**What the task asks**
Could you find each line of the data below that contains the word "Convert" and copy those lines?

**Provided records**
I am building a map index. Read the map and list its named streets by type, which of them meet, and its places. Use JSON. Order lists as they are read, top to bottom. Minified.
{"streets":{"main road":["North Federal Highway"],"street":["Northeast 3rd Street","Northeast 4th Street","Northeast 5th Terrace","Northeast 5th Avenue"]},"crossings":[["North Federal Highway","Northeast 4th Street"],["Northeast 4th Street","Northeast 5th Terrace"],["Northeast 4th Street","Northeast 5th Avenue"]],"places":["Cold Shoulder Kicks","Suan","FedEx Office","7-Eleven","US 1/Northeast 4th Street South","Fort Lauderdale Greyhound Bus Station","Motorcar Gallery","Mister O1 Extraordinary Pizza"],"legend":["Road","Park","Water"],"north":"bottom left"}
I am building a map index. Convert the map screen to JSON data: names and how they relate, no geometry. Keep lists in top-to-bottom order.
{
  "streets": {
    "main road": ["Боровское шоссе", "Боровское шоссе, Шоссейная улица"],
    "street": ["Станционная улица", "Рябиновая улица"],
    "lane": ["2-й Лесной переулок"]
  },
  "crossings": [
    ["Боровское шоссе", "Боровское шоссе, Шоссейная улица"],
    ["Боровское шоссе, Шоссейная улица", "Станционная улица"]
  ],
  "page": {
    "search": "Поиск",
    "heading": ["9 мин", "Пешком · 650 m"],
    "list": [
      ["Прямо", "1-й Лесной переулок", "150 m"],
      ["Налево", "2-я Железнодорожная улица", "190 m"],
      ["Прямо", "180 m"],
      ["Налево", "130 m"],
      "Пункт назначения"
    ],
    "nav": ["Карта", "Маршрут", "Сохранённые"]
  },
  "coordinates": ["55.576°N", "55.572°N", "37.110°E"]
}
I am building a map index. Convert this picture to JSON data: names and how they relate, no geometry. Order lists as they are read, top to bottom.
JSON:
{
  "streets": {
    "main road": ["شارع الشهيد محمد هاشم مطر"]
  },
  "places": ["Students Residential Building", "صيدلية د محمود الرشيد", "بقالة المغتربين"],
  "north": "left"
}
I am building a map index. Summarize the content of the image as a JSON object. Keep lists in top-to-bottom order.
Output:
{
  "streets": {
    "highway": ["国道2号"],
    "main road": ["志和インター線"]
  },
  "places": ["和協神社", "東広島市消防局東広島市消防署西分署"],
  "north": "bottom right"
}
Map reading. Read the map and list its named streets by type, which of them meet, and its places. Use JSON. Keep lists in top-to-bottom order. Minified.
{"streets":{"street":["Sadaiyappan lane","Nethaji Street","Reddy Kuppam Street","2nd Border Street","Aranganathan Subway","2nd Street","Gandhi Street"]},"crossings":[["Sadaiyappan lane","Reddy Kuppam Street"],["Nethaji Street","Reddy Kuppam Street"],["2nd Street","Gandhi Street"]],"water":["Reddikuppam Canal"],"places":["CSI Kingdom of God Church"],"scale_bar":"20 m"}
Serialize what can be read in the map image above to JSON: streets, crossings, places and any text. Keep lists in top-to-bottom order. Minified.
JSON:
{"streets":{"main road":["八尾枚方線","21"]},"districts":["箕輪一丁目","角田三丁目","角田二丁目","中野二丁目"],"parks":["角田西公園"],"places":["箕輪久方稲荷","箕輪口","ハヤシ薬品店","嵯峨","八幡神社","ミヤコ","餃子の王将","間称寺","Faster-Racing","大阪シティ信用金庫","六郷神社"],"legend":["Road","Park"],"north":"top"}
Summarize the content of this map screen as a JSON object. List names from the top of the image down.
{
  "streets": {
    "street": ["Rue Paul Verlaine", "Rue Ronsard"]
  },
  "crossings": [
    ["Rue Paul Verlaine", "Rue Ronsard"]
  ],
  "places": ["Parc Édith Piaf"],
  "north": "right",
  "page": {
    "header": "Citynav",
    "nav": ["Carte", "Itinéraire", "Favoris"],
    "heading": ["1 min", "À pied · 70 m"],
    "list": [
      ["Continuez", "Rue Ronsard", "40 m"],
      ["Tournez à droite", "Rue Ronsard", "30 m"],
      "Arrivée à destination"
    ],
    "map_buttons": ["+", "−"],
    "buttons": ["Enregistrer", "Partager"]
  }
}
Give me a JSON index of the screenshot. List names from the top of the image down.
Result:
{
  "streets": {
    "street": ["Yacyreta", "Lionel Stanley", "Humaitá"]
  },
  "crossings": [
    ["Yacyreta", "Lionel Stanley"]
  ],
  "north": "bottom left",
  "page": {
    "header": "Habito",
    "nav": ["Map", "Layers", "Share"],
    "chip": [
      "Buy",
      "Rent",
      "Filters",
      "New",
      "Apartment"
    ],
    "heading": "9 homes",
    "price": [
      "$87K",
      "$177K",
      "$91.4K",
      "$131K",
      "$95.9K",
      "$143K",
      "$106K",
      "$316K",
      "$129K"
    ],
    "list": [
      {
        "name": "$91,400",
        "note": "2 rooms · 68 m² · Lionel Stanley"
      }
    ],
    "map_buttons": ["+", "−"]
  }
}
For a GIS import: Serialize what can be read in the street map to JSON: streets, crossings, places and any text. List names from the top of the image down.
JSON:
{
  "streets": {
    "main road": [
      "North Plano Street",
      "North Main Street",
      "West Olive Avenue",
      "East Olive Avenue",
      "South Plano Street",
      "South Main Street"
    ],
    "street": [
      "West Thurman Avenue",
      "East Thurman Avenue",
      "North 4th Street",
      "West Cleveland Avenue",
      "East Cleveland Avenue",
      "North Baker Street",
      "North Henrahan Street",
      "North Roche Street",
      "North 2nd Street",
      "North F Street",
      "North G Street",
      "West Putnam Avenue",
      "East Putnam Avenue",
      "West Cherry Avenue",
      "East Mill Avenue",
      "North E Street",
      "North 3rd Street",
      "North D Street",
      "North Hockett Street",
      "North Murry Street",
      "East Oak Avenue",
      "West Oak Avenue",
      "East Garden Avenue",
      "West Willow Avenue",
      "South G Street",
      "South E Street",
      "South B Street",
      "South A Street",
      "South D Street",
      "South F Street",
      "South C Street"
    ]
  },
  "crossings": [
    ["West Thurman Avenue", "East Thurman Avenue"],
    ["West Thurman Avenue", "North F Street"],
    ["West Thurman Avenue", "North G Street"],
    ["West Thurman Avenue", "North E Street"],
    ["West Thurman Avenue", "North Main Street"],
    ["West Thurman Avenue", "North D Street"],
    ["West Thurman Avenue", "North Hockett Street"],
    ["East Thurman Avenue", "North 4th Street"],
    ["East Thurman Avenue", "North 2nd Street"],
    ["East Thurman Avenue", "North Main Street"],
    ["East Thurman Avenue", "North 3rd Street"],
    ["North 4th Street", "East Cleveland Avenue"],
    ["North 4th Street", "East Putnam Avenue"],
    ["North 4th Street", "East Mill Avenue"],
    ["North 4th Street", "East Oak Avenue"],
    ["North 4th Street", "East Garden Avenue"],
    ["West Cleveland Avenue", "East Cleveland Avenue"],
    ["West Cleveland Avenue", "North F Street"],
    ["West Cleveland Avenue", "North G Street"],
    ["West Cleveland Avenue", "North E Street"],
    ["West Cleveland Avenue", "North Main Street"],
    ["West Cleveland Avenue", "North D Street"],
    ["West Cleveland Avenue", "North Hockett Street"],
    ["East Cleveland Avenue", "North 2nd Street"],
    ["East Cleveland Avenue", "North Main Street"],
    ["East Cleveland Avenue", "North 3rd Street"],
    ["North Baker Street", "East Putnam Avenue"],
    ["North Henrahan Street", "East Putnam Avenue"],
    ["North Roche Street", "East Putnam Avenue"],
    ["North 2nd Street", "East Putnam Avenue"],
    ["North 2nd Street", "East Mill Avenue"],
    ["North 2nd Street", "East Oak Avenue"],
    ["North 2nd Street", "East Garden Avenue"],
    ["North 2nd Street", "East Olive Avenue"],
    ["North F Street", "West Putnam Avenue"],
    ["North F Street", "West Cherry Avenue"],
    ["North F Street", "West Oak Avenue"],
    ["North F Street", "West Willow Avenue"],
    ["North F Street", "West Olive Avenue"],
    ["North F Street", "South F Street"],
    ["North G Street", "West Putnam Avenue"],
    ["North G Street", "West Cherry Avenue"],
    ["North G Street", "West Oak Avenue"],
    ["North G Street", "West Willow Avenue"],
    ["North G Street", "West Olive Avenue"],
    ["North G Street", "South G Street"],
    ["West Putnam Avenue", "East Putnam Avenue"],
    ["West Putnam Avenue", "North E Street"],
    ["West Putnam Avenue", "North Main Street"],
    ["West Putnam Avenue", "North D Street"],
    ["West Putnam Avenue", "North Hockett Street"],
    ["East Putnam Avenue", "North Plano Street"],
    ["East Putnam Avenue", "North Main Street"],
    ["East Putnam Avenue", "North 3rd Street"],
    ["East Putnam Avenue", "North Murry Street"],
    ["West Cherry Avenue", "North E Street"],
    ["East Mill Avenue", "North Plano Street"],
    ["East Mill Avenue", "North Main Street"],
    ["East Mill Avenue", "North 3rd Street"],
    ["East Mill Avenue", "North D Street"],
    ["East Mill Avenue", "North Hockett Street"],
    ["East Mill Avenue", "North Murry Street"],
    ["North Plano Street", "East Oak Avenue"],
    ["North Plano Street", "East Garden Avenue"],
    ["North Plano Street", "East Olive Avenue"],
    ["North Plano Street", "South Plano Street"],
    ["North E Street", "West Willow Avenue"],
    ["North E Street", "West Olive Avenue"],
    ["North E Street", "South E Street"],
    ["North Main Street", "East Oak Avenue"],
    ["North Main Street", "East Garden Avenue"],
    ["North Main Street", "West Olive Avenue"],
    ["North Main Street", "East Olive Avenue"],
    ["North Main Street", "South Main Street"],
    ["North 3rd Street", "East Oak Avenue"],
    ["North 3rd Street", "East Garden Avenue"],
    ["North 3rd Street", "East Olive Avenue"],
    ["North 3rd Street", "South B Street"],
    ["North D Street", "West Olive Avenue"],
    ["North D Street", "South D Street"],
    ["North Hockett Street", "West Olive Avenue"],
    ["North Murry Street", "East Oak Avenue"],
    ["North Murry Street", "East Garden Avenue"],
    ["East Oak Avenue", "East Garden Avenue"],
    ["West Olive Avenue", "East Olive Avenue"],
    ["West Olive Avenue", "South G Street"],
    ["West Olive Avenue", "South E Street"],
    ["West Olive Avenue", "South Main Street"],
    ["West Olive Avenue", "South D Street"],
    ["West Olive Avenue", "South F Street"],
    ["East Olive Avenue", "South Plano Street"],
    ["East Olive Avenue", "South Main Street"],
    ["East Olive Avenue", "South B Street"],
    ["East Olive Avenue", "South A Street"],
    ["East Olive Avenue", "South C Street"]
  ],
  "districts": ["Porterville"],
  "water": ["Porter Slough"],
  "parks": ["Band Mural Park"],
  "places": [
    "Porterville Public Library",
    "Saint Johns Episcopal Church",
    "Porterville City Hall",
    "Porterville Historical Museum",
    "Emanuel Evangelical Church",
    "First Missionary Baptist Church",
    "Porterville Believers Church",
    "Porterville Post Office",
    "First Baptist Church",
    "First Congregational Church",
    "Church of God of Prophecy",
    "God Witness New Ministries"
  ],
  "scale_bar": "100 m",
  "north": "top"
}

**Task output**
I am building a map index. Convert the map screen to JSON data: names and how they relate, no geometry. Keep lists in top-to-bottom order.
I am building a map index. Convert this picture to JSON data: names and how they relate, no geometry. Order lists as they are read, top to bottom.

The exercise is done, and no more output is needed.